May 22, 2005

Whitewashing A White Supremacist

My gag reflex got a good workout while reading this report on the completion of a hagiographic work on the life and career of Senator Robert Byrd -- The Soul of the Senate.

Four years in the making, the first documentary about the life of Sen. Robert C. Byrd, D-W.Va., will premiere Saturday at the Clay Center in Charleston.

In its 58 minutes, “The Soul of the Senate” blends photographs and vignettes from Byrd’s early life as a boy and young state legislator to his role on the national and world stage today. It offers comments from many of his present and former colleagues.

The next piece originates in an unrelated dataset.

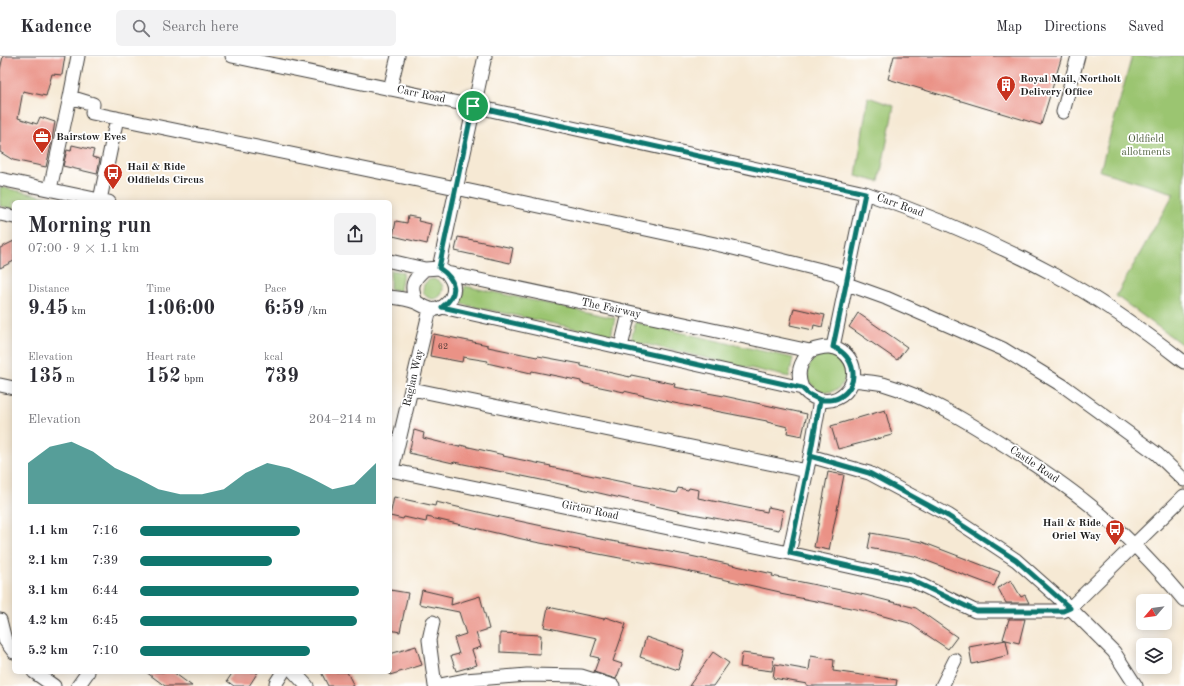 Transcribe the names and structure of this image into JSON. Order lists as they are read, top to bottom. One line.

Produced by MotionMasters and the West Virginia Humanities Council, the film is billed as “a story of strength and fortitude. A story of the orphan who became orator. The produce clerk turned statesman. A coal miner’s son who rose, with a bow and fiddle in hand, to be a giant in the United States government.”

Some historic shots were discovered in the massive television video archives WSAZ-TV has given to the Cultural Center in Charleston and Marshall University in Huntington.

“It was a treasure hunt,” said Diana Sole of MotionMasters.

“We had to pry some of those old [video] cans open. We found one film of Senator Byrd a week before he was sworn into the Senate.”

Sole also used footage taken by Bill Drennan and Mike Willard. In the mid-1980s, they worked on, but never finished, a documentary they planned to call “A Day in the Life of Senator Byrd.”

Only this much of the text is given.